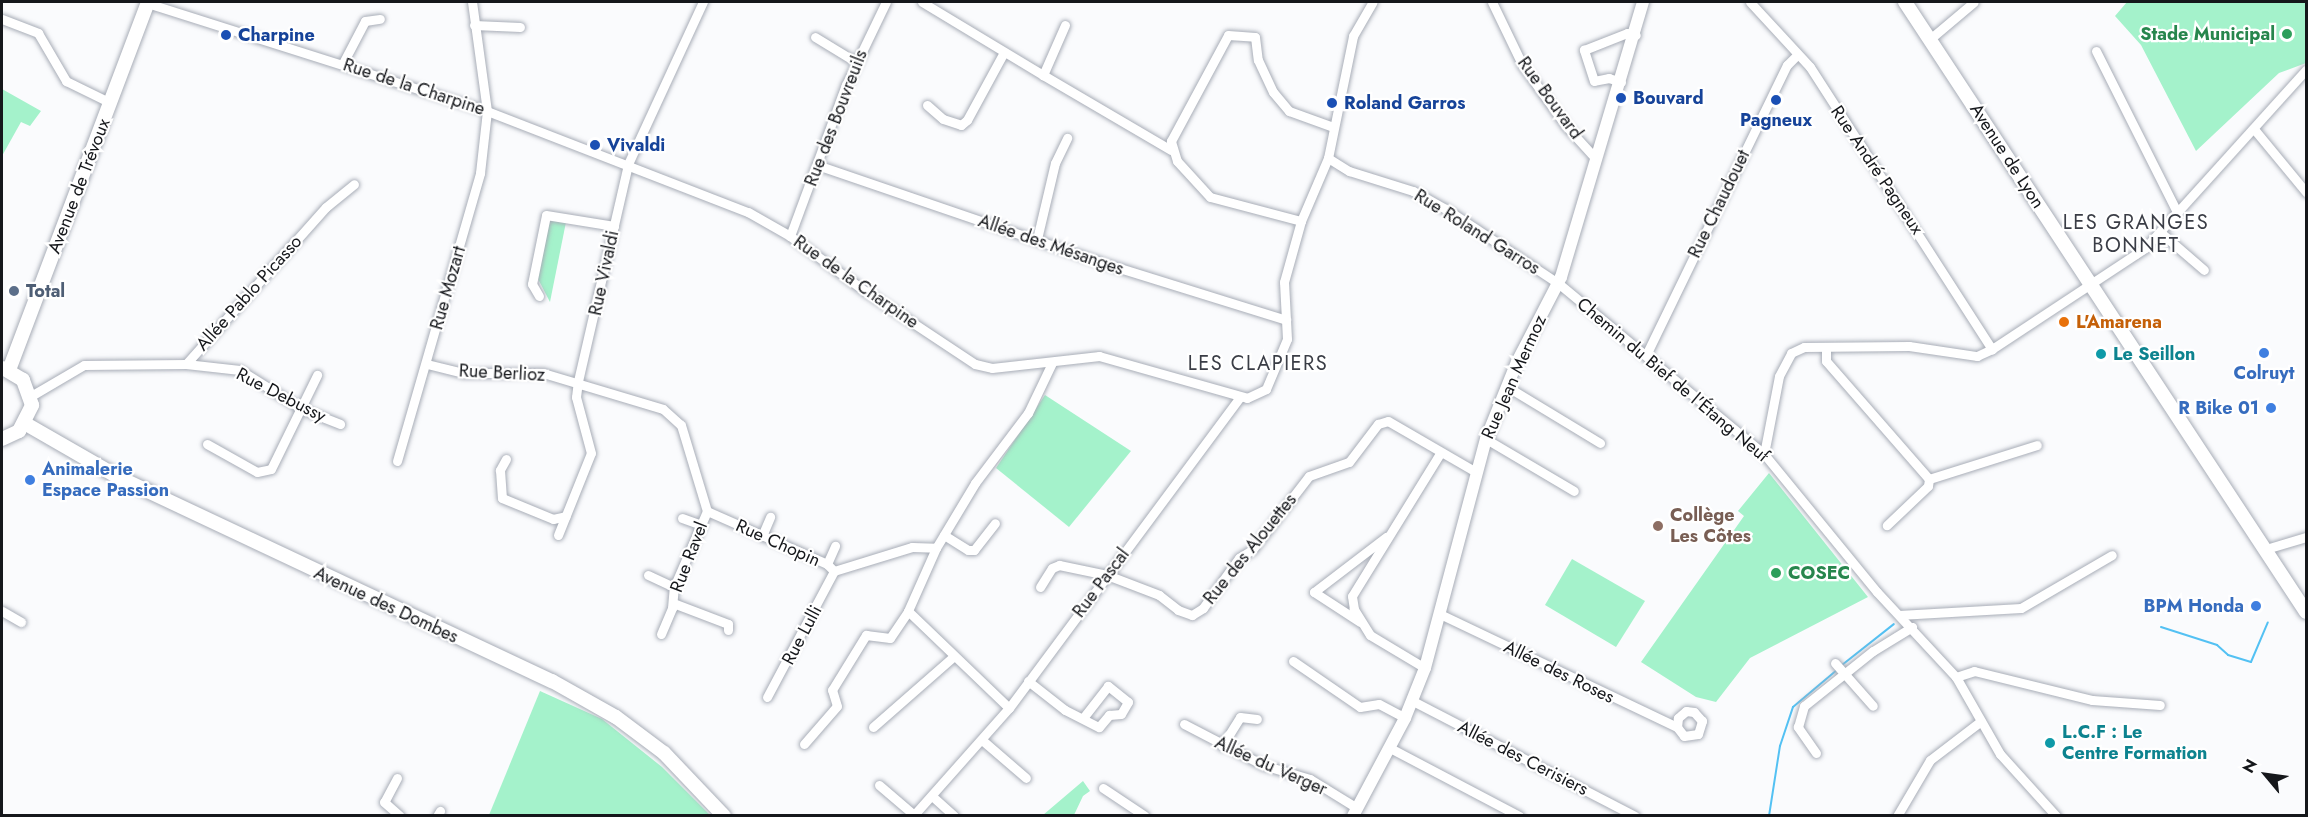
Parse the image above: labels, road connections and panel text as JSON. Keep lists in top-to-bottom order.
{
  "streets": {
    "main road": ["Avenue de Lyon", "Avenue de Trévoux", "Avenue des Dombes"],
    "street": [
      "Rue de la Charpine",
      "Rue Bouvard",
      "Rue des Bouvreuils",
      "Rue André Pagneux",
      "Rue Chaudouet",
      "Rue Roland Garros",
      "Allée des Mésanges",
      "Rue Vivaldi",
      "Rue Mozart",
      "Allée Pablo Picasso",
      "Rue Berlioz",
      "Rue Jean Mermoz",
      "Chemin du Bief de l'Étang Neuf",
      "Rue Debussy",
      "Rue Chopin",
      "Rue des Alouettes",
      "Rue Ravel",
      "Rue Pascal",
      "Rue Lulli",
      "Allée des Roses",
      "Allée des Cerisiers",
      "Allée du Verger"
    ]
  },
  "crossings": [
    ["Rue de la Charpine", "Rue des Bouvreuils"],
    ["Rue de la Charpine", "Avenue de Trévoux"],
    ["Rue de la Charpine", "Rue Vivaldi"],
    ["Rue de la Charpine", "Rue Mozart"],
    ["Rue de la Charpine", "Rue Pascal"],
    ["Rue Bouvard", "Rue Jean Mermoz"],
    ["Rue des Bouvreuils", "Allée des Mésanges"],
    ["Rue André Pagneux", "Rue Chaudouet"],
    ["Rue Chaudouet", "Chemin du Bief de l'Étang Neuf"],
    ["Rue Roland Garros", "Rue Jean Mermoz"],
    ["Rue Roland Garros", "Chemin du Bief de l'Étang Neuf"],
    ["Rue Vivaldi", "Rue Berlioz"],
    ["Rue Mozart", "Rue Berlioz"],
    ["Allée Pablo Picasso", "Rue Debussy"],
    ["Rue Jean Mermoz", "Chemin du Bief de l'Étang Neuf"],
    ["Rue Jean Mermoz", "Allée des Roses"],
    ["Rue Jean Mermoz", "Allée des Cerisiers"],
    ["Rue Jean Mermoz", "Allée du Verger"],
    ["Rue Chopin", "Rue Ravel"],
    ["Rue Chopin", "Rue Lulli"],
    ["Rue des Alouettes", "Rue Pascal"]
  ],
  "districts": ["LES GRANGES BONNET", "LES CLAPIERS"],
  "places": [
    "Stade Municipal",
    "Charpine",
    "Bouvard",
    "Pagneux",
    "Roland Garros",
    "Vivaldi",
    "Total",
    "L'Amarena",
    "Colruyt",
    "Le Seillon",
    "R Bike 01",
    "Animalerie Espace Passion",
    "Collège Les Côtes",
    "COSEC",
    "BPM Honda",
    "L.C.F : Le Centre Formation"
  ],
  "north": "top left"
}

####

- [To do] Which of the lines above mention the word "Mozart"? Pull those lines out.

- [Result of the exercise]
      "Rue Mozart",
    ["Rue de la Charpine", "Rue Mozart"],
    ["Rue Mozart", "Rue Berlioz"],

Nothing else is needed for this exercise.